Stress is a good thing to take to the gym, but it should be left home on your wedding day. Stephanie Gendron, sales and marketing coordinator at Castleton Banquet and Conference Center in Windham, N.H., says the biggest mistake many brides make is failing to hire “the right vendors to make [the] special day as stress-free as possible.”
“I tell my brides all the time to shop around, talk to as many people as possible so they can make an informed decision,” Gendron says. “Sometimes it’s easy to find a vendor that is convenient without getting the proper referral or information on how the vendor operates.”
And why can that be a problem?
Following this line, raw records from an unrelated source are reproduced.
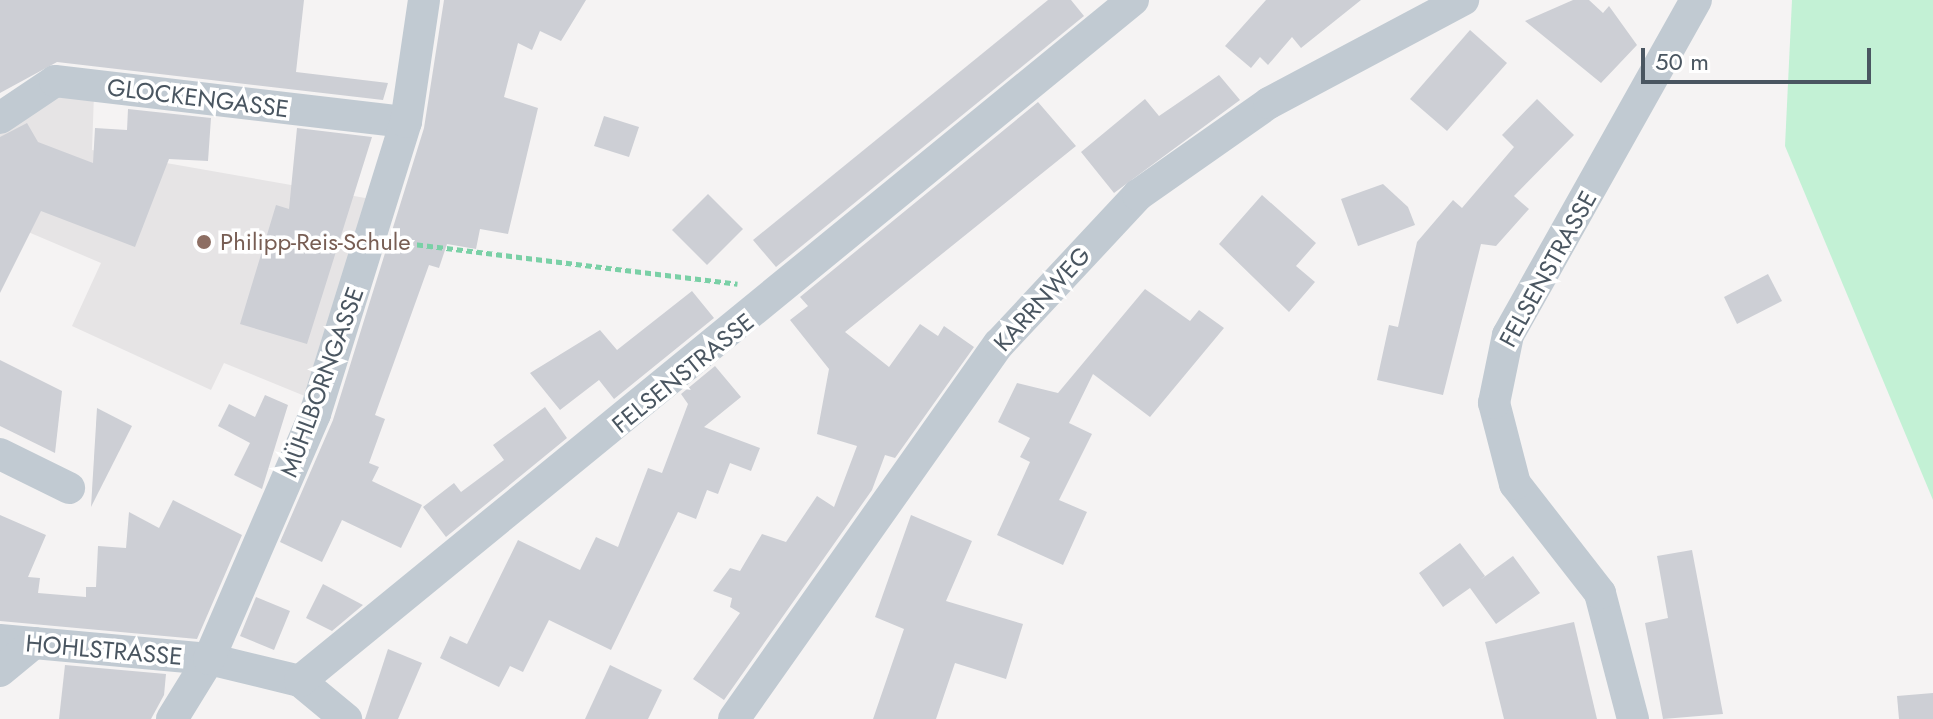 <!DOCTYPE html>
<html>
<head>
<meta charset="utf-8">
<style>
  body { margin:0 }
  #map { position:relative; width:1933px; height:719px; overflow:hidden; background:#f5f3f3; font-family:Jost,sans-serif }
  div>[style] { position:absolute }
  .education>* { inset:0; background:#e6e4e5 }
  .green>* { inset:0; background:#c3f1d5 }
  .building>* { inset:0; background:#cdcfd5 }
  .path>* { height:5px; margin-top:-2.5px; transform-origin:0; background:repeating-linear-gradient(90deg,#7ad0a6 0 6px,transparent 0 10px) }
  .minor>* { height:32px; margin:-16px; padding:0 16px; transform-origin:16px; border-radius:16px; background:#c1cad2 }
  .dots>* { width:22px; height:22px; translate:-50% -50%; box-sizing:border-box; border:4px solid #fff; border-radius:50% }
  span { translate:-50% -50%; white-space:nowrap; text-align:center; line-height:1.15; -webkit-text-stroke:7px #fff; paint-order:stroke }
  .street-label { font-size:24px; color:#4a5661 }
  .education-label { font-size:24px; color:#785e54 }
  .left { translate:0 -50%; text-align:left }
  .scale { position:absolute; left:1641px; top:48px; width:230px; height:36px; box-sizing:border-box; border:4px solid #4a5661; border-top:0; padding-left:10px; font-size:24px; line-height:28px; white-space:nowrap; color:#4a5661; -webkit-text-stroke:6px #fff; paint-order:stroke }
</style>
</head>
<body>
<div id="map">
  <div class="education">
    <i style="clip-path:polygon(56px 89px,94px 94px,92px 150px,371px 199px,312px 399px,224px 363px,211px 390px,72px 326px,101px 263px,0 220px,0 125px)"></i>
  </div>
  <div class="green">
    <i style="clip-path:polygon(1792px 0,1933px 0,1933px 500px,1785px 146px)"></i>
  </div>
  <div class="building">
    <i style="clip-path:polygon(0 0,304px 0,296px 72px,388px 83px,383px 100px,57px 62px,0 93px)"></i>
    <i style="clip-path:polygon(444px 0,586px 0,561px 41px,540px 31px,532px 50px,518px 43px,504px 97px,538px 108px,508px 234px,480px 229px,476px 249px,447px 244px,439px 268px,429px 265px,375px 415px,385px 419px,369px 463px,379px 467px,372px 481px,422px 505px,401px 548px,342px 520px,322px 562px,280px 542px,333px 420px,424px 128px)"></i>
    <i style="clip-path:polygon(1048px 0,1071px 0,1084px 16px,776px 267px,753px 240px)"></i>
    <i style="clip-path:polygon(1266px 0,1361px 0,1301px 48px,1292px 37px,1268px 65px,1260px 57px,1251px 68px,1225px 46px)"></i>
    <i style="clip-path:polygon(1573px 0,1589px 0,1603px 13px,1609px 6px,1637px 45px,1601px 83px,1525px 21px)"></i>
    <i style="clip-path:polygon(1470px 30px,1507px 63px,1447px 131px,1410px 99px)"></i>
    <i style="clip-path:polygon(1219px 75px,1240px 100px,1114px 193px,1081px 152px,1145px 99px,1159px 116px)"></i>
    <i style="clip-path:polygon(1537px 99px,1574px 135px,1514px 196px,1529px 209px,1496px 246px,1481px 244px,1443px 395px,1377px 380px,1389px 325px,1398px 327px,1417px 242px,1453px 200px,1462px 208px,1514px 147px,1502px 135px)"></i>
    <i style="clip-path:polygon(1038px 102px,1076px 146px,845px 332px,889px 367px,920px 324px,938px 336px,944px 326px,974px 347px,895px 458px,885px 455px,872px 490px,724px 700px,693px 679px,740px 613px,730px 607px,732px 598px,713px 591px,730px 568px,740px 571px,762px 534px,786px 542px,817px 496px,834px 507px,857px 446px,817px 434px,829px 369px,790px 320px,808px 306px,800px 297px)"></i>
    <i style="clip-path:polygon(128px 109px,211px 118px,208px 161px,169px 159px,135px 247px,41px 211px,0 293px,0 137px,27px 123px,38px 142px,93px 163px,95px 128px,127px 130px)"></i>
    <i style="clip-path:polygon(604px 116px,639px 127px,629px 157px,594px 146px)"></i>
    <i style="clip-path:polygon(297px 128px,372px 137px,307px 344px,240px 324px,276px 205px,289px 209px)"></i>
    <i style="clip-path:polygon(1383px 184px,1408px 207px,1415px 225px,1358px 246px,1341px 199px)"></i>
    <i style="clip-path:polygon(708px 194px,743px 229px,707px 265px,672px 230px)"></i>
    <i style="clip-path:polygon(1262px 195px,1316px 243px,1296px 266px,1315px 282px,1289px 312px,1219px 244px)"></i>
    <i style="clip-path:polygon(1768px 274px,1782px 301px,1737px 324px,1724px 297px)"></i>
    <i style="clip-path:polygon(1145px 289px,1190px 321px,1199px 310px,1224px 328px,1150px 417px,1093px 374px,1069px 423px,1092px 434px,1059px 500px,1087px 512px,1063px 565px,997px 535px,1030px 462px,1020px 457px,1030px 438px,998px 422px,1017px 383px,1058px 393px)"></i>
    <i style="clip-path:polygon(692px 291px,714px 318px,614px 399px,599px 380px,560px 410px,530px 373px,600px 330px,617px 350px)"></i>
    <i style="clip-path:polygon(0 360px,62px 391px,55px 453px,0 426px)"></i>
    <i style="clip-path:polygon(715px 366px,741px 397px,704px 427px,760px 448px,751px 471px,730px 463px,718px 494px,707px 490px,696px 519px,678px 512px,611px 650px,549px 620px,523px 672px,510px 666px,499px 687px,440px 658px,450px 636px,467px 644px,518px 540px,580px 570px,596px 537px,618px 547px,648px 468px,662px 473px,688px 404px,681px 394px)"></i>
    <i style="clip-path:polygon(265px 395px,288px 405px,262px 489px,234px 475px,250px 443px,218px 426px,229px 404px,255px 417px)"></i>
    <i style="clip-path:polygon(545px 407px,567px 438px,446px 537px,423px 507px,454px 483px,461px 492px,504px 460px,493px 445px)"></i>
    <i style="clip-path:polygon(97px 408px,132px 426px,91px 507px)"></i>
    <i style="clip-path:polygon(173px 500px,242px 535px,197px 639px,0 621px,0 515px,46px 535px,28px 577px,40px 578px,38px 593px,86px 597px,86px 587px,96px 587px,98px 546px,126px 548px,129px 512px,159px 528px)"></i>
    <i style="clip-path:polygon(911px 515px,972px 541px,946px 601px,1023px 624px,1006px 679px,955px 663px,936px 719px,873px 719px,904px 629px,875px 617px)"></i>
    <i style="clip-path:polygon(1460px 543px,1485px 576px,1480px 580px,1513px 556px,1540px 593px,1496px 624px,1470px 588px,1443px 607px,1419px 573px)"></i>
    <i style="clip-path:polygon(1692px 550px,1723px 714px,1663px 719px,1645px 623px,1668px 618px,1657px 556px)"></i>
    <i style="clip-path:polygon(323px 584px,363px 605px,332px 631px,306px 618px)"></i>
    <i style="clip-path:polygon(256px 597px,290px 611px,274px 650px,240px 636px)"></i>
    <i style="clip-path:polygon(1574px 622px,1597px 719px,1504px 719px,1485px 642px)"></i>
    <i style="clip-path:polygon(388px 649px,422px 663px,398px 719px,365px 719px)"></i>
    <i style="clip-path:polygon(65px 665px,166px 674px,164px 695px,151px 719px,59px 719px)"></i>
    <i style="clip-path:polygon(610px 665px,662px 690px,648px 719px,585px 719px)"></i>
    <i style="clip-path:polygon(1933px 693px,1933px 719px,1899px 719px,1897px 696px)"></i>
  </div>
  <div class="path">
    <i style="left:397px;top:242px;width:343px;rotate:7deg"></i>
  </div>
  <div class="minor">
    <i style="left:0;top:118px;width:66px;rotate:-33.9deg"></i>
    <i style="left:55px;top:81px;width:353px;rotate:6.7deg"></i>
    <i style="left:0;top:454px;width:77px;rotate:26.2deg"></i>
    <i style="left:0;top:640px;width:210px;rotate:5.2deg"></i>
    <i style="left:209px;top:659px;width:94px;rotate:13.6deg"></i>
    <i style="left:300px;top:681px;width:60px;rotate:39.6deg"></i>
    <i style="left:0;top:671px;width:44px;rotate:-39.5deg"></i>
    <i style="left:300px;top:681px;width:1076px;rotate:-39.27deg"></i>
    <i style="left:172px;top:719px;width:70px;rotate:-58.3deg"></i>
    <i style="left:209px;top:659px;width:267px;rotate:-66.6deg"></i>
    <i style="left:315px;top:414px;width:306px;rotate:-72.7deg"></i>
    <i style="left:406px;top:122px;width:123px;rotate:-81.6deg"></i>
    <i style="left:734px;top:719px;width:459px;rotate:-54.8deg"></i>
    <i style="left:999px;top:344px;width:204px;rotate:-47deg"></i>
    <i style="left:1138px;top:195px;width:160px;rotate:-35.1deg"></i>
    <i style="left:1269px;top:103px;width:220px;rotate:-28deg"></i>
    <i style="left:1633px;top:719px;width:130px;rotate:-104.7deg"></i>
    <i style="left:1600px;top:593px;width:138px;rotate:-127.9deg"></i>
    <i style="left:1515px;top:484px;width:84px;rotate:-104.5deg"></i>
    <i style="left:1494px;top:403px;width:69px;rotate:-78.4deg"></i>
    <i style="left:1508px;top:335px;width:384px;rotate:-60.7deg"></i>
  </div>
  <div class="dots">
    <i style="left:204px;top:242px;background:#8d6e63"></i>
  </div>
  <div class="street-label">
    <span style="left:198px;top:98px;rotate:7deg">GLOCKENGASSE</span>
    <span style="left:1548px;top:269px;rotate:-61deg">FELSENSTRASSE</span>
    <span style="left:1042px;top:299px;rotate:-48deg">KARRNWEG</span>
    <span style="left:683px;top:373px;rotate:-39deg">FELSENSTRASSE</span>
    <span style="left:322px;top:382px;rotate:-70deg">MÜHLBORNGASSE</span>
    <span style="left:104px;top:650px;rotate:5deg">HOHLSTRASSE</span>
  </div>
  <div class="education-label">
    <span class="left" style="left:220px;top:242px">Philipp-Reis-Schule</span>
  </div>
  <div class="scale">50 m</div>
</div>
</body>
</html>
Gendron saw firsthand the kind of horror story that must make brides-to-be wake up screaming in the middle of the night.
“I had a couple a year ago that hired a company to provide a photo booth for the wedding,” she says. “The day of the wedding, the photo booth company just never showed up. This was the one thing the bride had pushed for and had made room for in her budget.
“She was devastated,” Gendron adds. “I tried that day calling different vendors I work with on a regular basis to see if any had a photo booth. But none were available on such short notice.”
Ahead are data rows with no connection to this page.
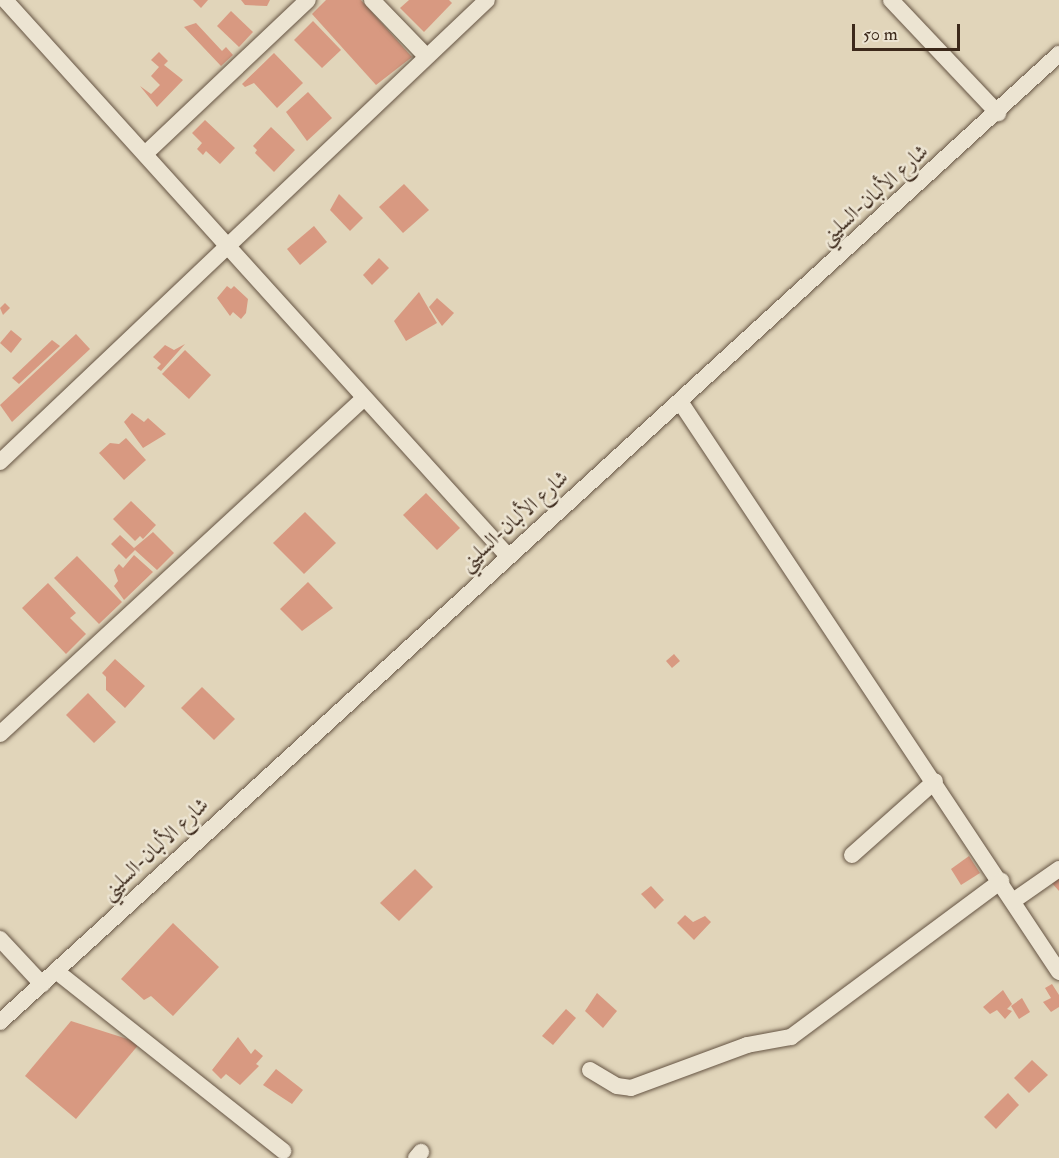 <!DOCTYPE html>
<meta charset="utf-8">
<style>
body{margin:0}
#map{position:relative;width:1059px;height:1158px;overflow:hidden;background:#e1d5ba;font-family:"IM FELL Double Pica",Amiri,serif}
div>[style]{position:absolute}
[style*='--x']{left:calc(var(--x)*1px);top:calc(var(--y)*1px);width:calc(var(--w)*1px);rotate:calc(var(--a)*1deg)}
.building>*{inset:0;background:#d89981}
.roads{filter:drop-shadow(0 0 2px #655443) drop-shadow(0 0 2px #655443)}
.minor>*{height:16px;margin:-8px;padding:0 8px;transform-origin:8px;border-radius:8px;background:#ece4d2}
span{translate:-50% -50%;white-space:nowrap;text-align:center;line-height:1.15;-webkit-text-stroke:5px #ece4d2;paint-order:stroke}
.street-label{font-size:21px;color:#3c291b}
.scale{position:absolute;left:852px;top:24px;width:108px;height:27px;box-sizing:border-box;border:3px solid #3c291b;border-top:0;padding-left:8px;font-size:18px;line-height:21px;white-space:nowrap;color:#3c291b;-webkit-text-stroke:4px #ece4d2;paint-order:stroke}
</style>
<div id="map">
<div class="building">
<i style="clip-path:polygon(193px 0,208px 0,201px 8px)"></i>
<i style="clip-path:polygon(241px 0,270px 0,267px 6px,245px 5px)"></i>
<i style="clip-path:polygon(326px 0,361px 0,412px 57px,376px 85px,312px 14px)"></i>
<i style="clip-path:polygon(409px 0,449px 0,452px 3px,424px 32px,400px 8px)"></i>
<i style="clip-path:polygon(231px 11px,253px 32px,239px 47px,217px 26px)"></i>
<i style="clip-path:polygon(313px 21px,341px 50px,322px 68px,294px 40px)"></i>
<i style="clip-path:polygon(196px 23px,222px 51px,226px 47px,233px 55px,221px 66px,184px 27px)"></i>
<i style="clip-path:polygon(159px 52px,168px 61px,164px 65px,183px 80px,157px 107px,140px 86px,151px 94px,160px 85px,151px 76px,159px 67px,151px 60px)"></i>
<i style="clip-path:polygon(274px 53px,303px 83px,277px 108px,254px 83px,245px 87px,242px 84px)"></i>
<i style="clip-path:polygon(308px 92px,332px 118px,307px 141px,286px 112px)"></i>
<i style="clip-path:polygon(205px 120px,235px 148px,220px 164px,206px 151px,203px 155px,197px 149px,202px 143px,192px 133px)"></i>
<i style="clip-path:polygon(271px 127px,295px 150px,274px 172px,255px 153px,257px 150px,253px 146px)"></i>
<i style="clip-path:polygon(404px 184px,429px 210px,403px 233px,379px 207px)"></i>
<i style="clip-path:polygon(339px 194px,363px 218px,350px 231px,330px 210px)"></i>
<i style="clip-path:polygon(314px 226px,327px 242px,300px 265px,287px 249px)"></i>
<i style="clip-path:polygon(379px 258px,389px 268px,372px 285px,363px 275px)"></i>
<i style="clip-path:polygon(227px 286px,231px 289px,234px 286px,248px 299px,246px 313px,241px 319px,233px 312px,230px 316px,217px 298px)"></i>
<i style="clip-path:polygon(419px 292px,437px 323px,406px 341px,394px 321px)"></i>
<i style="clip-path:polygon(437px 298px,454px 313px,442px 326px,429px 307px)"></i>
<i style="clip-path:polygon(5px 303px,10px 308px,3px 315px,0 308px)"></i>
<i style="clip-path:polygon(11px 330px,22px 339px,11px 353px,0 343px)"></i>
<i style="clip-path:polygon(76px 334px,90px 349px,12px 422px,0 405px)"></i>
<i style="clip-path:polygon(52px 340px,60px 346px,19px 384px,12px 378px)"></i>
<i style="clip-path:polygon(185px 344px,161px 371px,157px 368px,161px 364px,153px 357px,165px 345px,174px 350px)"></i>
<i style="clip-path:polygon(185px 350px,211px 375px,189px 399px,162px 374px)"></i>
<i style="clip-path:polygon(132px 413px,144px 422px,148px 418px,166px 434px,143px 448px,124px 422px)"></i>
<i style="clip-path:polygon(126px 438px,146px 460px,124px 480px,99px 453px,110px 443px,119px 444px)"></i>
<i style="clip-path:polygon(426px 493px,460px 528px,437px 550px,403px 515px)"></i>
<i style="clip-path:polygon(131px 501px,156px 525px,143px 539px,140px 536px,135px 541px,113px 519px)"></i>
<i style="clip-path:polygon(305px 512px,336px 543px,304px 574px,273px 543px)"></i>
<i style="clip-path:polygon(153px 532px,174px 553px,157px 570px,135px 550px,126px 559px,111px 544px,120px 535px,134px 548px)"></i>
<i style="clip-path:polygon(134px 555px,153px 572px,124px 600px,114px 586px,118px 581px,114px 570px,119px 564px,123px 568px)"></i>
<i style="clip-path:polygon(77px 556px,122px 602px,99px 624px,54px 578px)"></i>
<i style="clip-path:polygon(308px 582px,333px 608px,302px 631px,280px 609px)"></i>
<i style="clip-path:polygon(48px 583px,76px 613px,70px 618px,86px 634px,66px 654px,22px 608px)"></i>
<i style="clip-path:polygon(674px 654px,680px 661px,672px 668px,666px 661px)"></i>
<i style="clip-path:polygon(115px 659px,145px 686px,125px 708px,106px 690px,106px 677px,102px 673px)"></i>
<i style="clip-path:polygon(202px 687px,235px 719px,214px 740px,181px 708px)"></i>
<i style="clip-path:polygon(88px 693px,116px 722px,94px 743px,66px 715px)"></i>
<i style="clip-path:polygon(969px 856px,980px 873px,961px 885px,951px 869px)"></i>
<i style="clip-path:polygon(415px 869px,433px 887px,399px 921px,380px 903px)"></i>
<i style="clip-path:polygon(1059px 874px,1059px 891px,1050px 881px)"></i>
<i style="clip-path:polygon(651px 886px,664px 900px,655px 909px,641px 894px)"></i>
<i style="clip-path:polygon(685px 915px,693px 922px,705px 916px,711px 922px,694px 940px,677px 923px)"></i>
<i style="clip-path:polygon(173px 923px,219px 967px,173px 1016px,151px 996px,144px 1000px,121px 979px)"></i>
<i style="clip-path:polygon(1052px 984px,1059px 995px,1059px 1007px,1051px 1012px,1043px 1002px,1051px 998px,1045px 988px)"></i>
<i style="clip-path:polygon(1003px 990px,1012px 1004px,1007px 1009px,1012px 1011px,1005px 1019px,997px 1010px,990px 1014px,983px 1007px)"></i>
<i style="clip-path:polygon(597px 993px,617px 1011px,603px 1028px,585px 1011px)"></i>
<i style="clip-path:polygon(1022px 998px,1030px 1012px,1019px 1019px,1011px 1006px)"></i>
<i style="clip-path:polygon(566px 1009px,576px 1018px,553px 1045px,542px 1036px)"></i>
<i style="clip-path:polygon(71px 1021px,140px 1043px,76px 1119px,25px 1076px)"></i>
<i style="clip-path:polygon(238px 1037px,251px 1054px,255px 1049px,263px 1056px,256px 1064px,259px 1066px,240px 1085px,226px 1074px,221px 1079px,212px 1070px)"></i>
<i style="clip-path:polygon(1032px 1060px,1048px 1075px,1029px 1093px,1014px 1078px)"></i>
<i style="clip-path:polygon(276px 1069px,303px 1090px,292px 1104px,263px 1085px)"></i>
<i style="clip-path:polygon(1008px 1093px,1019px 1105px,996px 1129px,984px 1117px)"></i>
</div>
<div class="roads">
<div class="minor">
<i style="--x:5;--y:0;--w:750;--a:47.87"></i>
<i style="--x:372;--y:0;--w:78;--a:46"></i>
<i style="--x:891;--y:0;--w:156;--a:46.6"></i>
<i style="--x:145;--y:154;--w:224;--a:-43.4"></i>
<i style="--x:681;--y:403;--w:683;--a:56.4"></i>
<i style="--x:0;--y:462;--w:671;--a:-43.49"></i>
<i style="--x:0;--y:734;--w:495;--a:-42.7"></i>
<i style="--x:852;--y:855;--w:111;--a:-41.7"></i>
<i style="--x:1013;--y:901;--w:56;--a:-34.8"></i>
<i style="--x:0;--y:939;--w:62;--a:47"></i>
<i style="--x:56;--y:971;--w:290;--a:38.4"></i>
<i style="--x:0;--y:1022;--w:1435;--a:-42.43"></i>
<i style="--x:590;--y:1070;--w:31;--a:31"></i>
<i style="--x:617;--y:1086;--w:14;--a:8"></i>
<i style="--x:631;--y:1088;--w:124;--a:-20.3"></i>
<i style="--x:747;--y:1045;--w:45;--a:-10.3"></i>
<i style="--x:791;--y:1037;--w:262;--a:-36.6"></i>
<i style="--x:416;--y:1158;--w:8;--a:-50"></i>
</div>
</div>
<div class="street-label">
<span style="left:874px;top:195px;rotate:-42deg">شارع الألبان-السليني</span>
<span style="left:514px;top:521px;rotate:-42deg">شارع الألبان-السليني</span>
<span style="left:155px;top:849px;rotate:-43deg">شارع الألبان-السليني</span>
</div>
<div class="scale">50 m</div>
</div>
According to Gendron, the bride hired the company online, and all communications had been by email. The phone number she had for them was not a working number.
“[The Internet] is a wonderful tool for today’s bride,” Gendron says. “But it is important to connect with your vendors by telephone, meet with them, see some of their work.”
Steele mentions another key mistake that’s made by some brides. “Establish a realistic budget overall … and stick to it. But don’t underestimate the cost,” she says. “Good services and products are always worth the money.”
According to Steele, determining the most important elements of your wedding day should be done at the beginning of the planning stage. For most couples, this is the first time they have planned an event so large, and they often miscalculate how much they will need to spend.
“Understanding [that] your ‘dream’ photographer just may be too expensive is OK,” she adds. “Look to area professionals to guide you to the right vendors for your budget.”
So make sure to delegate, be real about your budget, and listen to the experts. Then you’ll have a wedding that everyone will remember… for all the right reasons.